Chapter Ten: The Edifice Complex

This chapter summary is written by Dr. Coyne. He is a Professor of Medicine in the Division of Nephrology at Washington University in St. Louis. He is the Medical Director of the Chromalloy American Kidney Center, one of the first dialysis centers in the US, and the Director of the Medical Multispecialty Clinics at Washington University. He has participated in trials of ESAs and IV iron products in patients with CKD or on dialysis since 1998, and was the lead investigator of the DRIVE trial examining the benefit of IV iron in hemodialysis patients with elevated Ferritin.

The Edifice Complex begins section three, The Impact. The previous chapters have outlined grandiose microchips and continuous patient readouts, limitless biome and genomic analyses, and seamlessly integrating this information into apps that diagnose, treat and manage disease. This chapter is the closest to addressing costs and it is remarkably short and very weak. It begins with the observation that cardiac catheterization has gone from a 3 day hospital stay to essentially an outpatient procedure, without a jump in technology, but low tech improvements which he calls “All analog stuff; nothing digital…”. If one stops to think, this doesn’t tell us about the need for hospitals or how to save money. Nephrology also saw a major shift in vascular access related hospital stays, which shifted from inpatient surgical procedures of 2-4 days duration to outpatient Interventional Radiology procedures. However, cardiac cath and vascular access procedures were supplanted by other types of stays, with the growth in BOTH inpatient and outpatient care and costs for cardiac and renal patients.

In Nephrology, infectious and cardiovascular hospital days increased during this time frame. Similarly, Cardiologists are not suffering from a lack of inpatients due to “analog changes in cardiac catheterization procedures”.

Topol then proceeds to note the reduction in hospitals in the US from 7,156 in 1975 to 4995 in 2013. He states as future fact “…hospitals, as we know them today, will eventually be extinct.” Yogi Berra said “Predictions are hard, especially about the future”. It is easy to make predictions about the future with qualifiers like “hospitals, as we know them today”, and “eventually”. If you dispute his claim tomorrow’s hospital is different, he points to “as we know them today”!  If you dispute that, he says “eventually!”

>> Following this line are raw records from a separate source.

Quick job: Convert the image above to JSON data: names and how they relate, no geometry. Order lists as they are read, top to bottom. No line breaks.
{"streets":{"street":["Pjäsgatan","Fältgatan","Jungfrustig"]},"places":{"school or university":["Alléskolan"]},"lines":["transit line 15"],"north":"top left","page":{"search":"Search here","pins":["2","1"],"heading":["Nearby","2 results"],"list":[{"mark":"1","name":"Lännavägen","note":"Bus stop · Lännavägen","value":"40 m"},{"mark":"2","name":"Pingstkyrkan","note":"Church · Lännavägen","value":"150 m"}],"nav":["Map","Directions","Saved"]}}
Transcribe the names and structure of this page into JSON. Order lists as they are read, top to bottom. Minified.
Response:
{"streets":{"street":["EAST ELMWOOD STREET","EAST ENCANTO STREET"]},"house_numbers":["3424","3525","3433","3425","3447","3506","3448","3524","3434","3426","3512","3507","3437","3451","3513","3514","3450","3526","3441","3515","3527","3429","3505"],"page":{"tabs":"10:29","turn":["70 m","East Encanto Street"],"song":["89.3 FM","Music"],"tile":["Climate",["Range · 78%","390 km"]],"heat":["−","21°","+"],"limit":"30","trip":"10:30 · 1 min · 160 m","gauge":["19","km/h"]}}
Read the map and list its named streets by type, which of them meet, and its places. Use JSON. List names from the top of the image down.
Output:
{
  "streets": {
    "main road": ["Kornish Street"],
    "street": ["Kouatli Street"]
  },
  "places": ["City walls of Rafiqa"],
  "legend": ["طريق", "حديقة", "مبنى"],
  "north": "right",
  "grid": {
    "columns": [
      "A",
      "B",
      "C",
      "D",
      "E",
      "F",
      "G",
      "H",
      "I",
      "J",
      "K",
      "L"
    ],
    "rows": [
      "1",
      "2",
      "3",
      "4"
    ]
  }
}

Topol follows the introductive claim that hospitals will be extinct with the 1999 IOM report that 98,000 people die each year in the US die due to hospital related and preventable lethal (author’s italics) events. This highlights how dangerous hospitals are – and indeed they are and much should change about how we provide care and guard against errors. However, he doesn’t disclose how many people died each year in the US – it is 2.6 million – or how many do so outside the hospital from causes that could be preventable if they had been in a hospital. I am thinking it is more than 98,000. The seriousness of medical errors contributing to deaths shouldn’t lead to the conclusion we should get rid of hospitals any more than highway deaths should lead us to get rid of highways.   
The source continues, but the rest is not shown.